Tedhişçi; yani, etrafa dehşet salarak karşılarındakileri yıldırıp sindirmek üzere şiddet uygulayan/şiddet uygula(t)ma tehdidinde bulunan; kısacası tam tamına terörist ve de bütün cahillikleri ve canilikleriyle kürsüde konuşan insana “terörist” diye bağıran.
Konuşarak terörist olunmaz; hele milletin vekilini Meclis’ten kovmak kimsenin haddine düşmez; ama bunlar haddini bilmez, daha doğrusu haddi olmayan canlılar. Her kelime, bunların ağızlarında söz olmaktan çıkıp, kendi durumlarına işaret eden seslere, yani nidaya dönüşüyor; ki, karşısındakini korkutmak isteyen köpeğin havlaması veya kendisine eş arayan eşeğin anırtısı da bir nidadır.
Eşek de, köpek de birer hayvan türü; ama hayvan diye bir canlı türü yok. Buna karşılık ‘insan’, eşekten, köpekten, gergedan veya balinadan farklı bir canlı türüdür.
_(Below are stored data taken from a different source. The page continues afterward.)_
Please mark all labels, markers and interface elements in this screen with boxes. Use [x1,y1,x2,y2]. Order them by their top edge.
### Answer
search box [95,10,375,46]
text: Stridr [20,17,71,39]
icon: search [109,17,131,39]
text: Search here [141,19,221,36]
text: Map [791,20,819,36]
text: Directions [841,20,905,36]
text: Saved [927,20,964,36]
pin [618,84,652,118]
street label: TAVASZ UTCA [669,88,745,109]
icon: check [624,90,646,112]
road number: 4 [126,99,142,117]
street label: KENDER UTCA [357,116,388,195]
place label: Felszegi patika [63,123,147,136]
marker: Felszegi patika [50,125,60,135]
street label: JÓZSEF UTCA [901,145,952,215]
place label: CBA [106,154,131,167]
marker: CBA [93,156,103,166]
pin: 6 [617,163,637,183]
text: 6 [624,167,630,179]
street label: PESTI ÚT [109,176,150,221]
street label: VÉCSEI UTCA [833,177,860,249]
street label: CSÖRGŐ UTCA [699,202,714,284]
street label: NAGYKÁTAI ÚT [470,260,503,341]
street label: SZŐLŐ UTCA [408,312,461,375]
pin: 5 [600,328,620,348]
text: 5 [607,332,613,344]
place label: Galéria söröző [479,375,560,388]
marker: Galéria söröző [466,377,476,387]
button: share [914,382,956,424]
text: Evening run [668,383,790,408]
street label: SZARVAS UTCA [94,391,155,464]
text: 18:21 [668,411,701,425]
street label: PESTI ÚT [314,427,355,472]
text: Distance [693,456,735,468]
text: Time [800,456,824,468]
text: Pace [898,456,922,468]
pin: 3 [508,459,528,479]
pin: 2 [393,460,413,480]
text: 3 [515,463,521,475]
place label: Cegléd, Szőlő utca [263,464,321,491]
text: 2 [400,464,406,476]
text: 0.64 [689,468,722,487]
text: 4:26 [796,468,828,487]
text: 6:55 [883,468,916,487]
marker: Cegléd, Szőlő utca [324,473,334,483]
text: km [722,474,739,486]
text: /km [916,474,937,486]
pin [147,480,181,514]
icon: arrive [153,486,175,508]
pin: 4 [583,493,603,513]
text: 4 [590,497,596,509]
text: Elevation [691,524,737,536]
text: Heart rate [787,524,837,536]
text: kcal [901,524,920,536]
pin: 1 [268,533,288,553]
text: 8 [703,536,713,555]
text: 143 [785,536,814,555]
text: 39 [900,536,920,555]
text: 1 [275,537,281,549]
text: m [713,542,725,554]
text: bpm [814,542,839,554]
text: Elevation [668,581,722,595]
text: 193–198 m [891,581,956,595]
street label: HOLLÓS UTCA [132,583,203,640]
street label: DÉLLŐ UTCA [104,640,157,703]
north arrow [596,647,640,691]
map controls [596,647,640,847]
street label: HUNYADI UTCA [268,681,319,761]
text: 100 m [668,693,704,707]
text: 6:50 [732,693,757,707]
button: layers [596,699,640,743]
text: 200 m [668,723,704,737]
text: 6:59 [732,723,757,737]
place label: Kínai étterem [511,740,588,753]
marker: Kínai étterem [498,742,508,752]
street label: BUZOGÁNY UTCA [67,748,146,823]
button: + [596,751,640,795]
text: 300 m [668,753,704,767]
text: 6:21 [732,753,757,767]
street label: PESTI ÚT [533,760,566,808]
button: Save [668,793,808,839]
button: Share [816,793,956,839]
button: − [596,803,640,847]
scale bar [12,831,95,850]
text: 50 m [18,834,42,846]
Bu türe mensup canlıların ister kadın olsun ister erkek, ister zenci olsun ister beyaz, ister Eskimo olsun ister Fransız, ister Budist olsun ister Müslüman, ister Sünnî olsun ister Şiî, ister dindar olsun ister dinsiz/din karşıtı/ateist, aynı türden olma temelinde birbirleriyle mutlak biçimde eşit ve eşit haklara sahip olmalarının hukuksal temeli, laikliktir.
Hayvanların en vahşî ve en canavarsı olanları bile kendi türleri içlerinde dil, din, mezhep vb… ayırımcılığı yapamayacaklarına göre, laiklik karşıtı olmak da insana mahsustur.

Laiklik karşıtı olmak insana mahsustur; ama, böylesi bir canlı, sadece zoo-biyolojik düzeyde bir insan, dolayısıyla insanın türsel tekliğinin, bu arada kendisinin de insan olduğunun bilincine ulaşamamış bir yaratık olup, biz insanlara her an her türlü zararı verebilecektir: Kesinlikle toplumdan tecrit edilmesi, tercihan da ‘etkisiz hâl’e getirilmesi iktiza eder; kendisini cezalandırmak değil, fakat insanlığın hayrı için.

Yazımızı şöyle bitirelim: Laiklik yönetsel, hukuksal, siyasal bir ilke olup, gerçek kişilerin –‘devletin laikliği’ anlamında- laik; yani bütün inançlara eşit mesafede bulunuyor olması ne denli mümkün değilse, devletin laikliği ilkesinden yana olmaksızın da ahlaki açıdan bir insan bireyi ve vatandaşlık haklarına sahip bir hukuk öznesi olarak kabul edilmesi mümkün değildir.